水中出産用の部屋、“タブルーム”には一般家庭のよりほんのちょっと大きめのバスタブが置いてある。9時を少し回った頃、マタニティー用の水着を着てバスタブに入った。(丈のすごく短いワンピースとパンツのセットになっている水着で、ワンピースの方だけを着てお湯に入った。)水中出産の最大のメリットはお湯の中に入ると、とてもリラックスできるということだと思う。お湯の中に入ると緊張がほぐれホッとした。 “あったかくって気持ちいい。やっぱり水中出産にしてよかった”と思う。夫はバスタブの左横に椅子を置いて座り、右横にはせんせいが待機。「お湯の温度はどう?」「明かりはこれでいい?」「お水飲む?」などあれこれと気を遣ってもらう。こういう時、何でも好きなようにしていいよ、と言われるのはとても心地よいことだった。あかりを少し落としてもらい、CDをかけ、バスタブに寝そべる。さすがに陣痛はお湯に入っても消えなかったけれど、上の子の出産時は砕けそうに痛かった腰の痛みが全くないのが驚きだった。それから、陣痛が来ている間、水の中だと簡単に体勢を変えられるので、ベッドの上で身動きが取れないよりもずっと楽に過ごせた。

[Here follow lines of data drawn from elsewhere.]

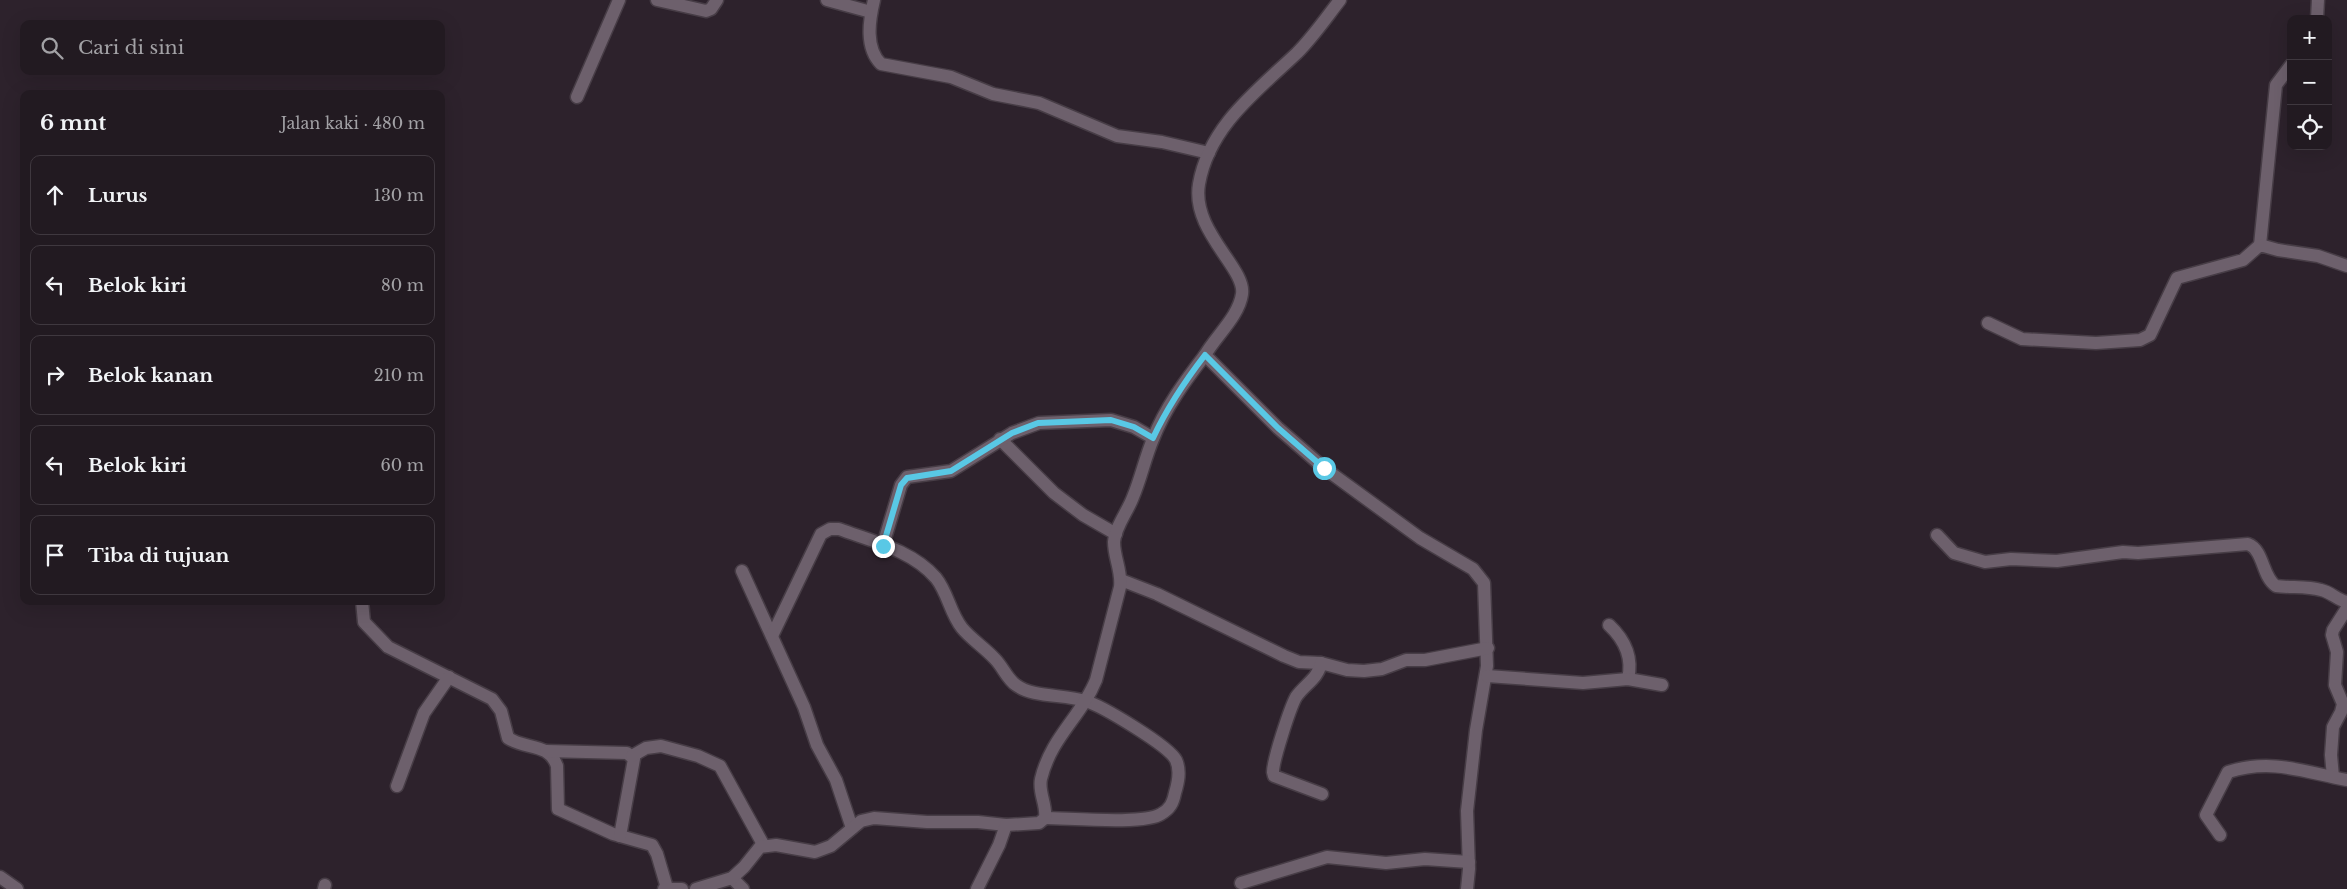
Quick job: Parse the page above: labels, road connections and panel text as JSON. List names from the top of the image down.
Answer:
{
  "page": {
    "map_buttons": ["+", "−"],
    "search": "Cari di sini",
    "heading": ["6 mnt", "Jalan kaki · 480 m"],
    "list": [
      ["Lurus", "130 m"],
      ["Belok kiri", "80 m"],
      ["Belok kanan", "210 m"],
      ["Belok kiri", "60 m"],
      "Tiba di tujuan"
    ]
  }
}
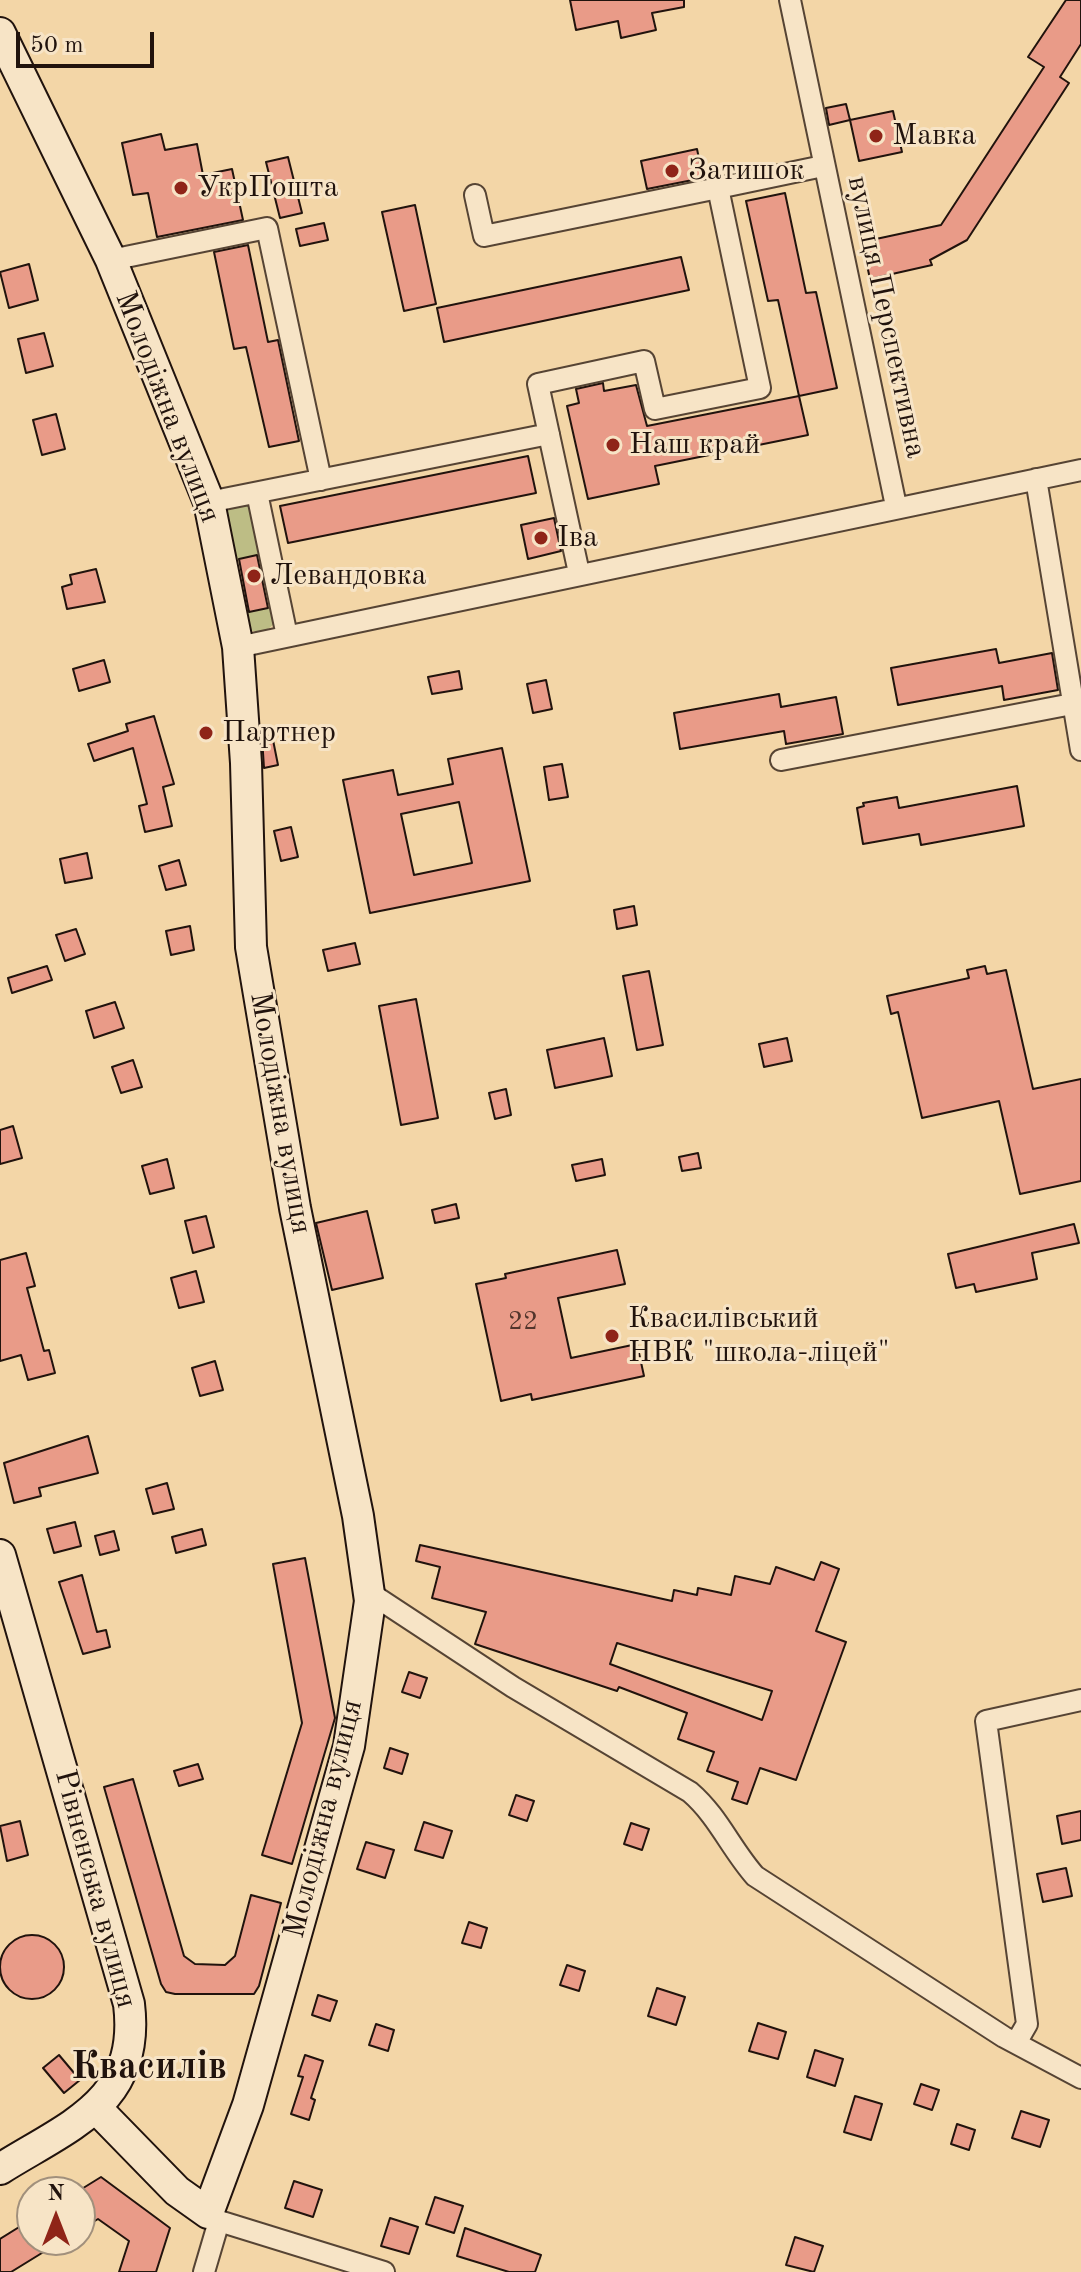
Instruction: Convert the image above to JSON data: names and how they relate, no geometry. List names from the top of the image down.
{
  "streets": {
    "street": ["вулиця Перспективна", "Молодіжна вулиця", "Рівненська вулиця"]
  },
  "districts": ["Квасилів"],
  "places": [
    "Мавка",
    "Затишок",
    "УкрПошта",
    "Наш край",
    "Іва",
    "Левандовка",
    "Партнер",
    "Квасилівський НВК \"школа-ліцей\""
  ],
  "house_numbers": ["22"],
  "scale_bar": "50 m",
  "north": "top"
}
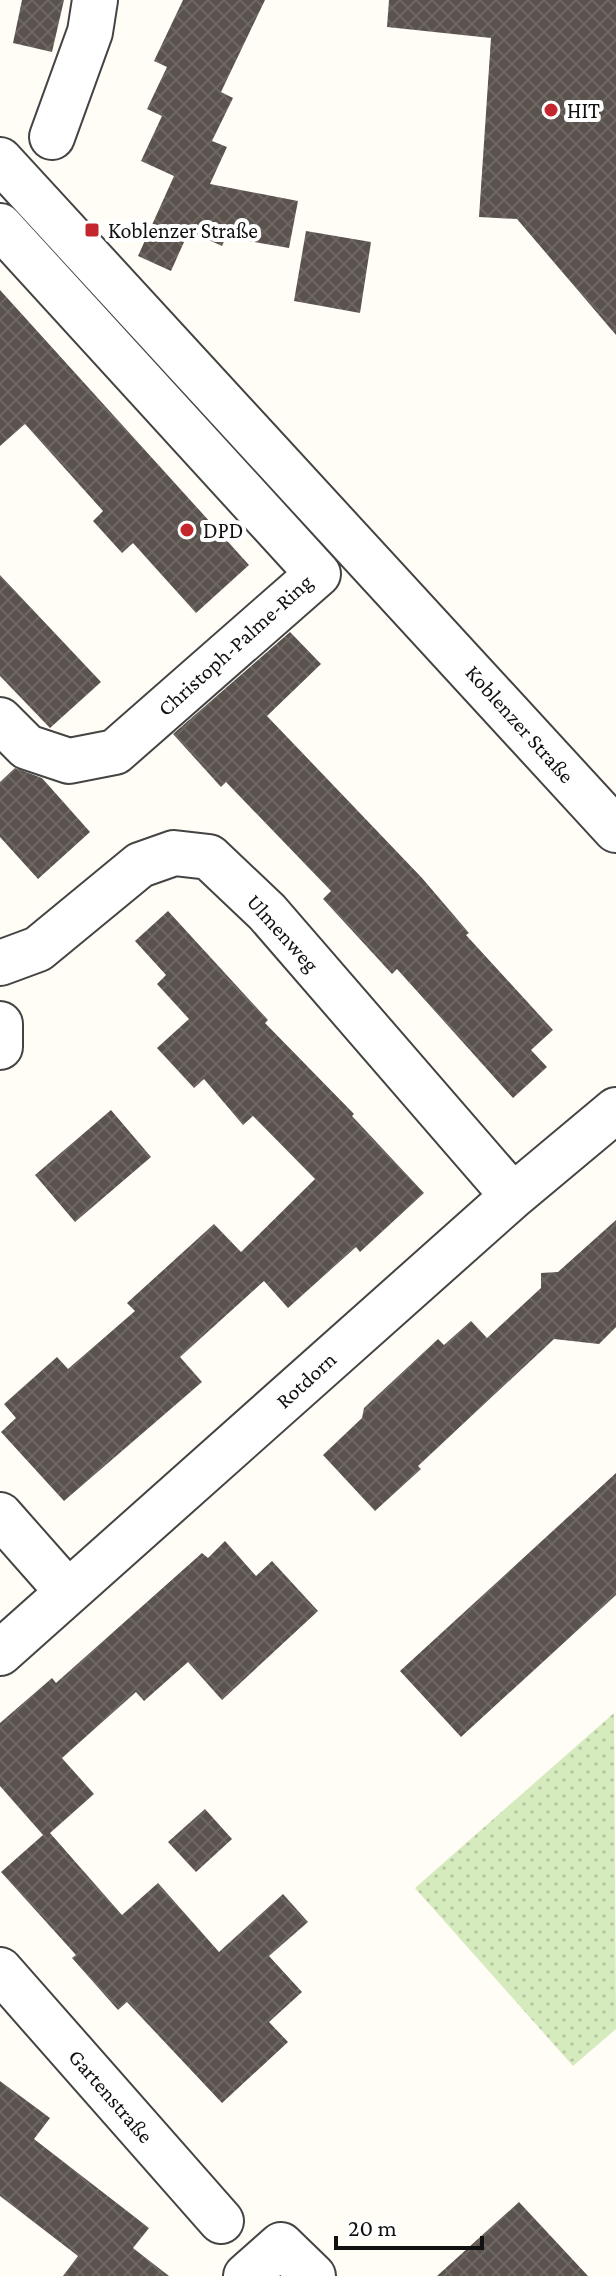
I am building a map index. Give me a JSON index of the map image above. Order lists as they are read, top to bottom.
{
  "streets": {
    "street": [
      "Christoph-Palme-Ring",
      "Koblenzer Straße",
      "Ulmenweg",
      "Rotdorn",
      "Gartenstraße"
    ]
  },
  "crossings": [
    ["Ulmenweg", "Rotdorn"]
  ],
  "places": {
    "other": ["HIT", "DPD"],
    "transit": ["Koblenzer Straße"]
  },
  "scale_bar": "20 m"
}
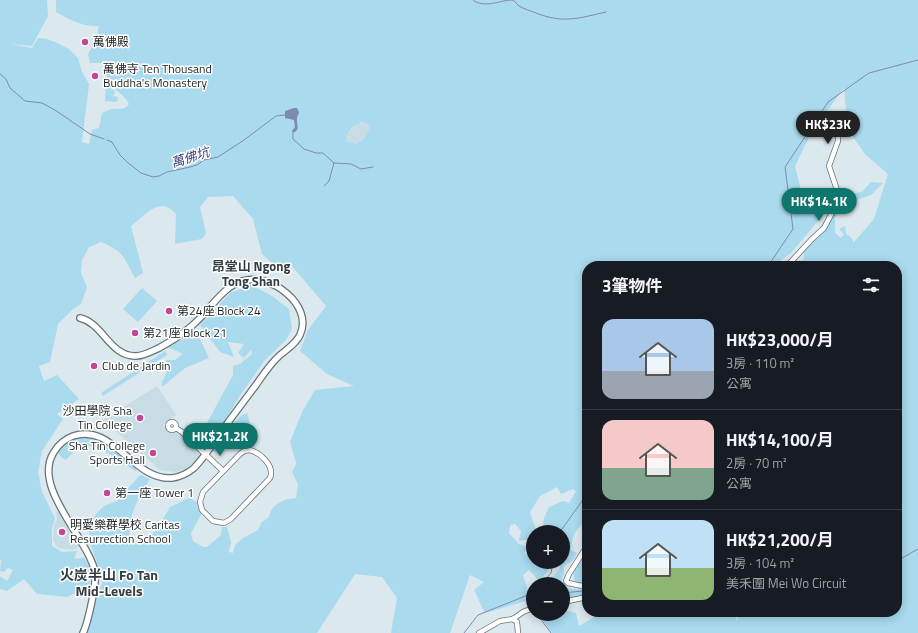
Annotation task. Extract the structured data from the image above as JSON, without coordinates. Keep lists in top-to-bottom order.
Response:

10時15分頃、いったんお湯から上がって内診。子宮口は9センチまで開いていた。“もう9センチ?陣痛ってこんなもんだったっけ?” もちろんそれなりに痛いのだけど前回はもっと辛かったように思う。お風呂に戻ると「いきみたくなったらいつでもいきんでいいよ」とせんせい。さすがに痛みは究極になってきた。この頃は“しまった。やっぱり無痛にすればよかったかも”との思いが頭をかすめる。この痛みを終わらせたい一心で必死にいきむ私。夫が私の眉間によったしわを「リラックスリラックス」と言いながら伸ばしていた。何回かいきんだところで「もう頭が見えてるよ。触ってみて」と言われ、そっと手を伸ばすと何かやわらかいものに触れた。髪の毛だ!あとほんのちょっとがんばれば赤ちゃんに会える。男の子かな?女の子かな? 10時43分、赤ちゃんはつるるん、という感じで飛び出してきて私の胸の上で元気よく泣いた。上の娘にそっくりな女の子だった。なんと、へその緒が通常の半分以下の長さしかなく、赤ちゃんが出て来る時にちぎれてしまうというハプニングがあったのだけど(あんな頑丈なものを引きちぎるほどの力をよく持っていたものだ、とびっくり。2歳になった今、やっぱり、サルのようにおてんばです)
入院から2時間と少しという安産で、私にとっては100パーセント満足の出産だった。

その夜は夫と赤ちゃんと3人、川の字で眠った。入院用の部屋が3つしかないこの産院には新生児室というものはなく、生まれたてほやほやの子供を真ん中に夫と3人で過ごすことができたのは、すごく嬉しかった。赤ちゃんは本当にほやほやと新しくて、私は嬉しくてよく眠れなかった。こんな幸せ気分の中、ひとつだけ気がかりだったのは家でおばあちゃんと待っている上の娘のことで、4人家族になった記念すべき夜、みんなで一緒に過ごせないのがせつなかった。二人の子供の母になった私は“2人ともうちに生まれてきてくれてありがとう”という感謝の気持ちを忘れずに2人を見守っていきたいと思う。お世話になったNせんせい、色々と助けてくれた友達、夫と娘達に心からのありがとうを。